As a consequence of the Soviet intervention in Afghanistan, groups on both sid3es of the border, armed with modern automatic weapons, indulged in heavy clashes with guards when smugglers were intercepted. The unraveling of the Soviet Union also led to the break-up of the previously centralized anti-narcotics effort. The achievement of independence on the part of a number of non-Russian republics now prevent  cross-borden cooperation of police and customes officials but proves to be no obstacle to criminal trafficking. Nacro-mafia possesses large amounts of money to subvert those who should be combatiting them.
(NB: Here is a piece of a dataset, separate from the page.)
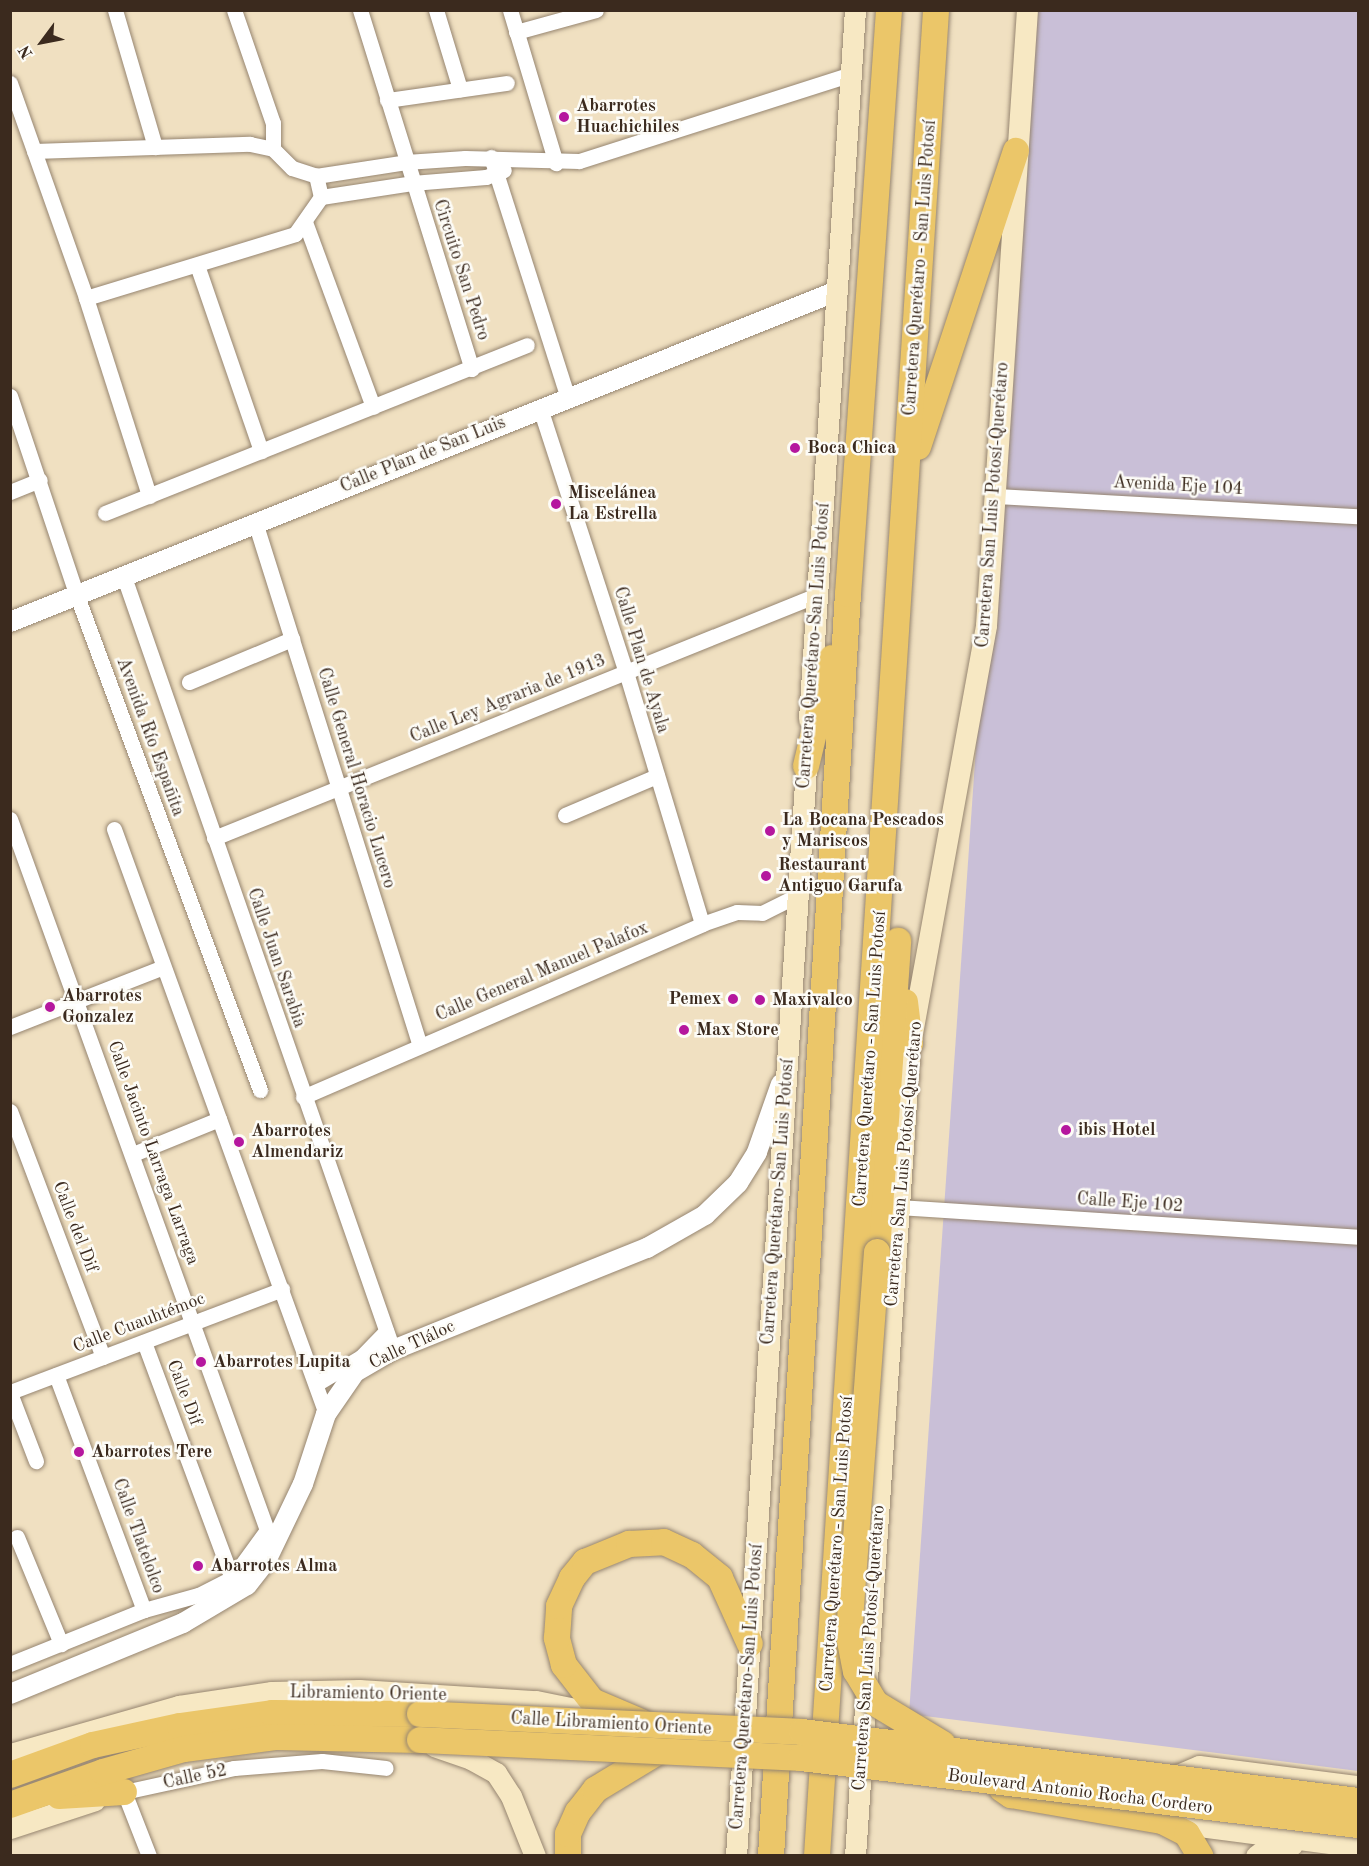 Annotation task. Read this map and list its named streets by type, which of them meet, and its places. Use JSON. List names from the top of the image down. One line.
{"streets":{"highway":["Carretera Querétaro - San Luis Potosí","Libramiento Oriente","Calle Libramiento Oriente","Boulevard Antonio Rocha Cordero"],"main road":["Carretera San Luis Potosí-Querétaro","Carretera Querétaro-San Luis Potosí","Calle 52"],"street":["Circuito San Pedro","Calle Plan de San Luis","Avenida Eje 104","Calle Plan de Ayala","Calle Ley Agraria de 1913","Avenida Río Españita","Calle General Horacio Lucero","Calle Juan Sarabia","Calle General Manuel Palafox","Calle Jacinto Larraga Larraga","Calle Eje 102","Calle del Dif","Calle Cuauhtémoc","Calle Tláloc","Calle Dif","Calle Tlatelolco"]},"crossings":[["Calle Plan de San Luis","Carretera Querétaro-San Luis Potosí"],["Calle Plan de San Luis","Calle Plan de Ayala"],["Calle Plan de San Luis","Avenida Río Españita"],["Calle Plan de San Luis","Calle General Horacio Lucero"],["Calle Plan de San Luis","Calle Juan Sarabia"],["Avenida Eje 104","Carretera San Luis Potosí-Querétaro"],["Carretera San Luis Potosí-Querétaro","Calle Eje 102"],["Carretera Querétaro-San Luis Potosí","Calle Ley Agraria de 1913"],["Carretera Querétaro-San Luis Potosí","Calle General Manuel Palafox"],["Carretera Querétaro-San Luis Potosí","Calle Tláloc"],["Calle Plan de Ayala","Calle Ley Agraria de 1913"],["Calle Plan de Ayala","Calle General Manuel Palafox"],["Calle Ley Agraria de 1913","Calle General Horacio Lucero"],["Calle Ley Agraria de 1913","Calle Juan Sarabia"],["Calle General Horacio Lucero","Calle General Manuel Palafox"],["Calle Juan Sarabia","Calle General Manuel Palafox"],["Calle Juan Sarabia","Calle Tláloc"],["Calle Jacinto Larraga Larraga","Calle Cuauhtémoc"],["Calle Jacinto Larraga Larraga","Calle Tláloc"],["Calle del Dif","Calle Cuauhtémoc"],["Calle Cuauhtémoc","Calle Dif"],["Calle Cuauhtémoc","Calle Tlatelolco"],["Calle Tláloc","Calle Dif"],["Calle Tláloc","Calle Tlatelolco"],["Libramiento Oriente","Calle Libramiento Oriente"],["Calle Libramiento Oriente","Boulevard Antonio Rocha Cordero"]],"places":["Abarrotes Huachichiles","Boca Chica","Miscelánea La Estrella","La Bocana Pescados y Mariscos","Restaurant Antiguo Garufa","Pemex","Maxivalco","Abarrotes Gonzalez","Max Store","ibis Hotel","Abarrotes Almendariz","Abarrotes Lupita","Abarrotes Tere","Abarrotes Alma"],"north":"bottom left"}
The establishment of the Commonwealth of Independent States (CIS) has in no way provided a key to the growing problem. The phenomenon is so exceptional that anti-drug activity has been written into the new Russian military doctrine. However, in addition to the lack of knowledge of modern investigative techniques and a chronic shortage of all kinds of equipment, the large sums of money, resulting from the drugs trade, is fuelling the corruption. Further, the opening of the borders since the collapse of the Communist bloc (1989) created new opportunities to ease the smuggling of drugs from far away places in the East.
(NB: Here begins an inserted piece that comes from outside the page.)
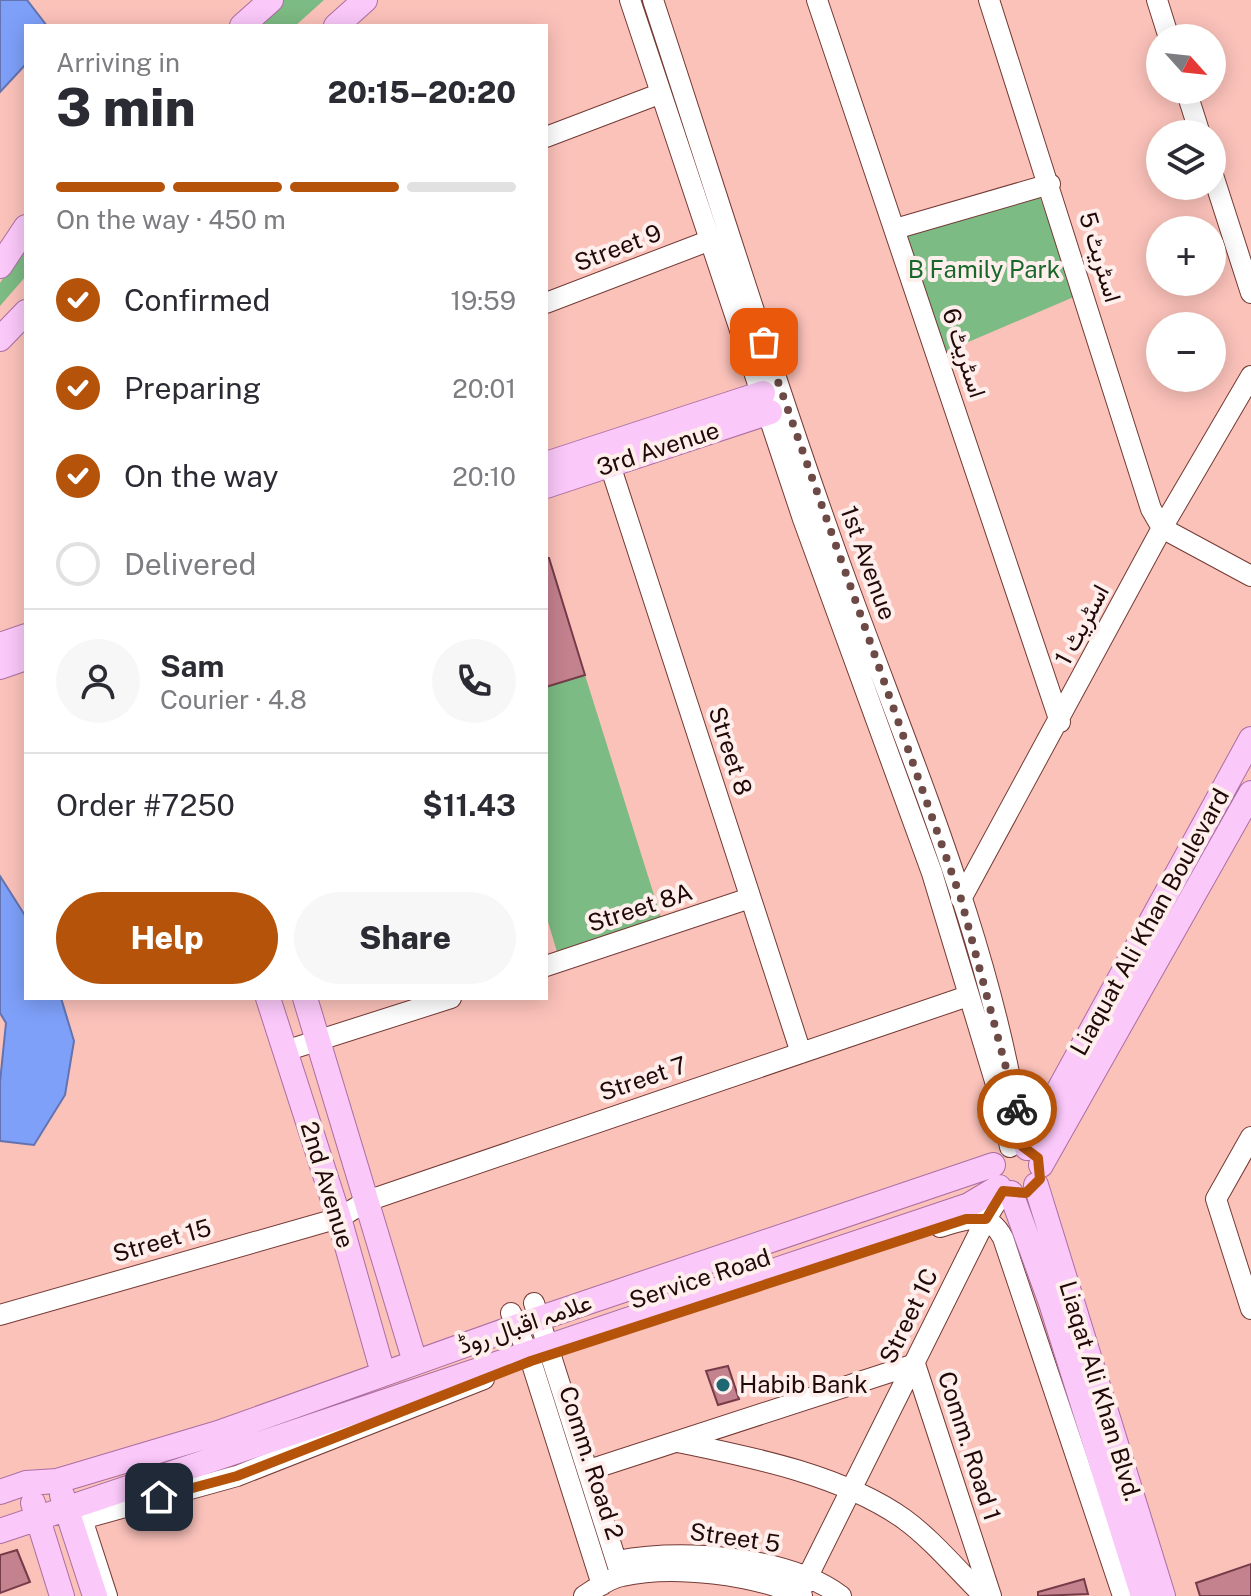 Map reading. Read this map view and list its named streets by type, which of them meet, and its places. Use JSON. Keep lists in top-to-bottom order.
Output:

While Iran became a major transshipment point for illegal opiates from Pakistan and Afghanistan, opium and heroine (not hashis) export from the latter increased even after the control of the country by the Taliban fundamentalist leadership, which imposed a ban on hashish, consumed by the Afghans, but not on poppies from which opium and heroine are made and exported. Islamic guerillas from Afghanistan have been endeavouring to extend their influence in Tajikistan and even beyond.
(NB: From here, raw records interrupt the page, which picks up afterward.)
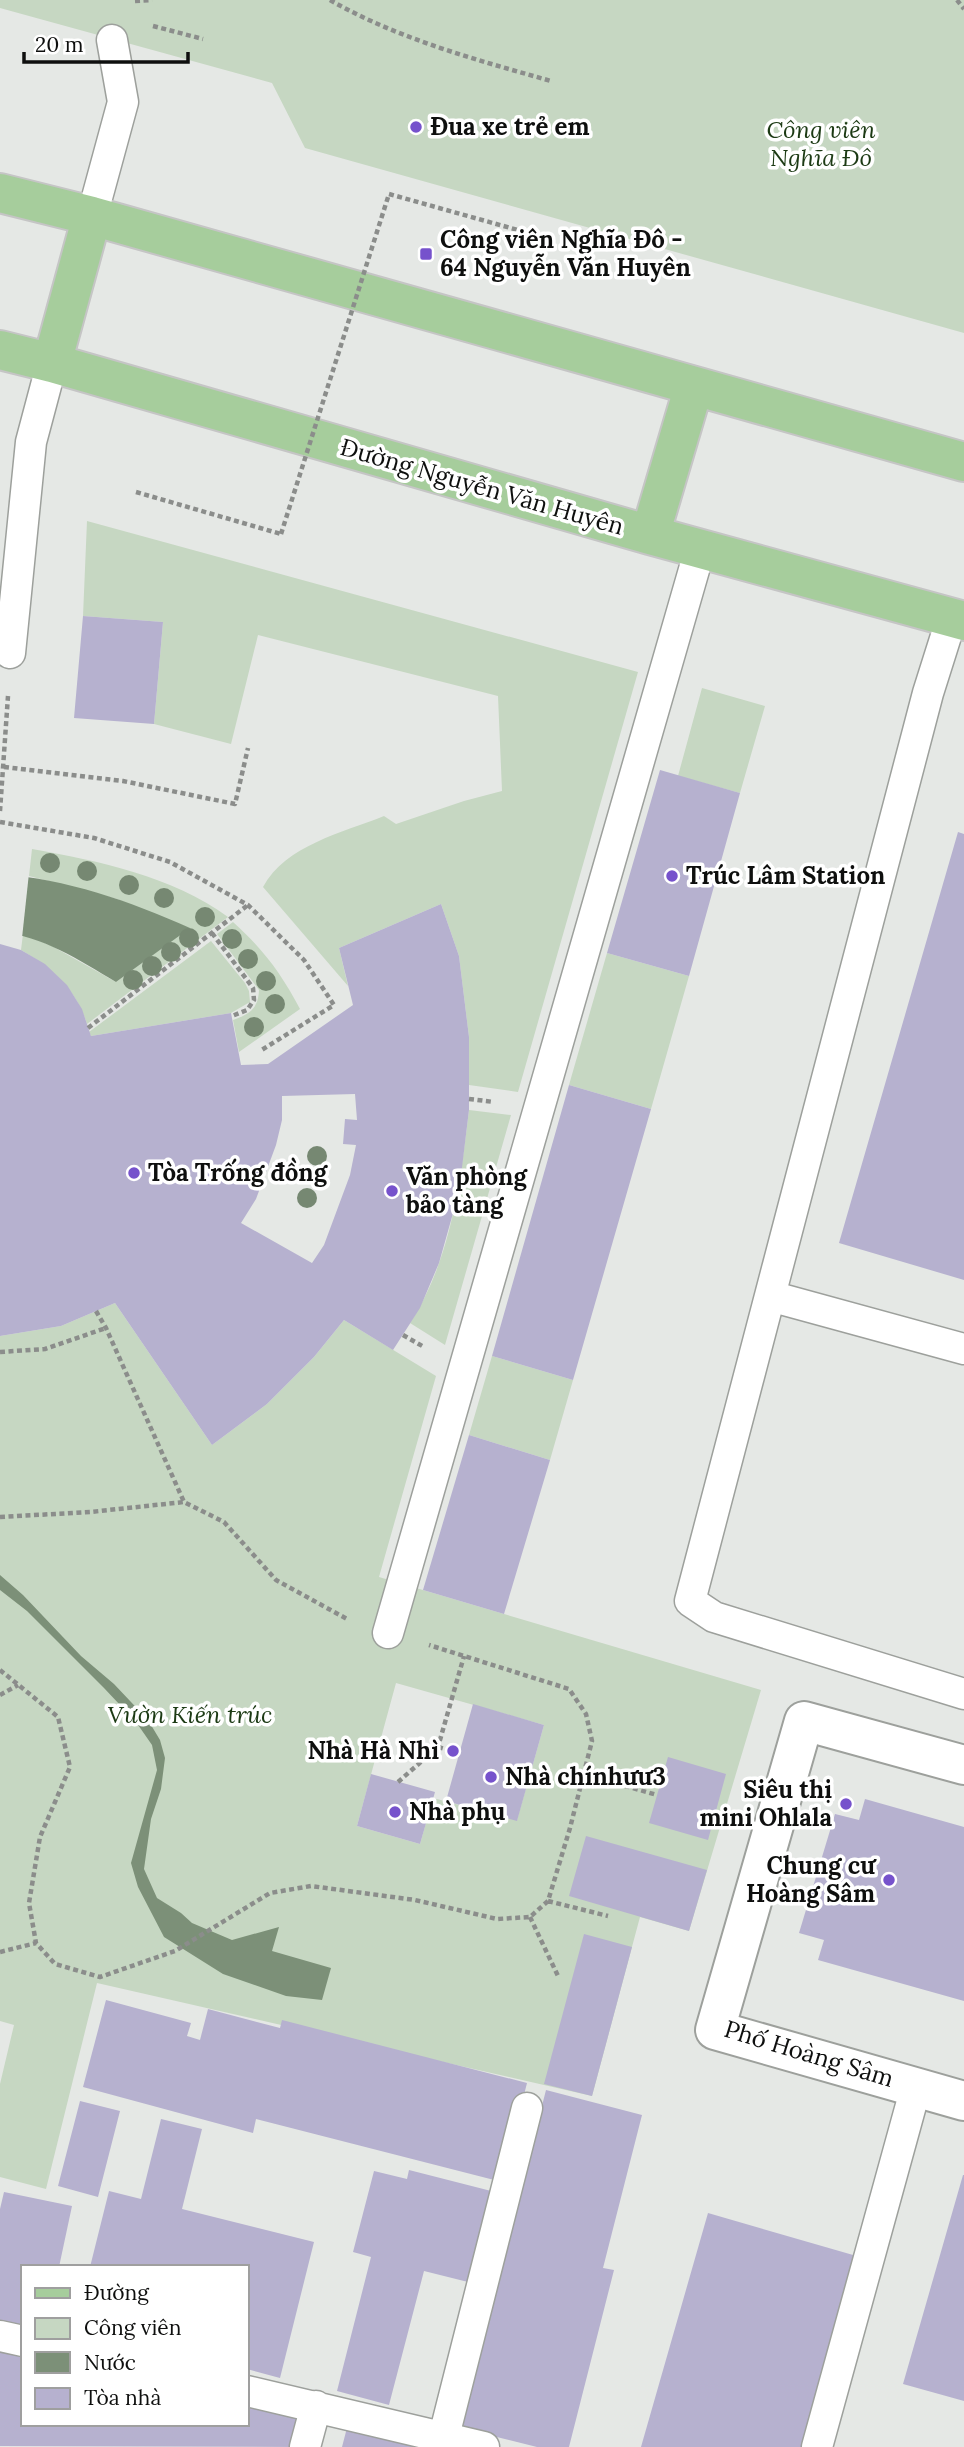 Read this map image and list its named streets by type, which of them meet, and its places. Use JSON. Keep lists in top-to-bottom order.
{
  "streets": {
    "main road": ["Đường Nguyễn Văn Huyên"],
    "street": ["Phố Hoàng Sâm"]
  },
  "parks": ["Công viên Nghĩa Đô", "Vườn Kiến trúc"],
  "places": {
    "other": [
      "Đua xe trẻ em",
      "Trúc Lâm Station",
      "Tòa Trống đồng",
      "Văn phòng bảo tàng",
      "Nhà Hà Nhì",
      "Nhà chínhưư3",
      "Siêu thị mini Ohlala",
      "Nhà phụ",
      "Chung cư Hoàng Sâm"
    ],
    "transit": ["Công viên Nghĩa Đô - 64 Nguyễn Văn Huyên"]
  },
  "legend": [
    "Đường",
    "Công viên",
    "Nước",
    "Tòa nhà"
  ],
  "scale_bar": "20 m"
}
Owing to Pakistan’s vulnerable borders with Afghanistan in the north and its long coastal belt in the south, that country’s geographical location is perfect for drug trafficking.[20] For some years now, heroin has become the lifeblood of Pakistan’s economy and political system. Those who hold purse strings in production and transport purchase protection, gain access to political circles, and acquire large shares in industries and banking. It is also a major source for groups of local people, including the terrorists absorbed in violence at home and across the border. The profit to drug dealers is over $8 billion or almost double Pakistan’s annual budget. The country provides transit routes for drugs reaching the West via Pakistan International Airways (PIA) or the Karachi port, the main narcotics entrepot in the region. Hyderabad in Sindhi is also a leading way station for heroin on its way down to Karachi. Heroin in sold and bought throughout much of Punjab. The underworld of the legendary city of Lahore, whose oriental charm has allured the invader and tourist alike since times immemorial, is now run by various heroin gangs. The PIA routine was so repeatedly used that the Saudi Arabian authorities warned that direct flights between Peshawar and Jeddah could be stopped. [21] The Karachi course passes through Yemen to Southern Europe or the African route via Somalia and Ethiopia to Kenya and onwards. The Balkan journey starts in Afghanistan and advances via Pakistan, Iran, and Turkey.[22]

The ban by the Iranian Revolution on all forms of narcotics production and consumption pressurized dealers to go underground or abroad, principally to Pakistan. Settling in Karachi and Quetta, the latter the capital-city of Pakistani Baluchistan, they helped reconstruct and enlarge covert drug activities. The ban by the Zia-ul Haq regime, especially the Prohibition Order of 1979, further coerced the dealers to go underground and bolstered the hands of the long-standing networks in the North-West Frontier Province and Punjab. In spite of General Zia’s Islamization policy, some senior officials around him were reportedly engrossed in drug-related pursuits. The war in Afghanistan disrupted some of the old routes, bringing Pakistan more to the foreground in the illicit drug trade. Such blossoming narco-link, aided by all these circumstances, enabled Pakistan’s Inter-Services Intelligence (ISI) as much as the drug smugglers to bring arms to several parts of India including Kashmir.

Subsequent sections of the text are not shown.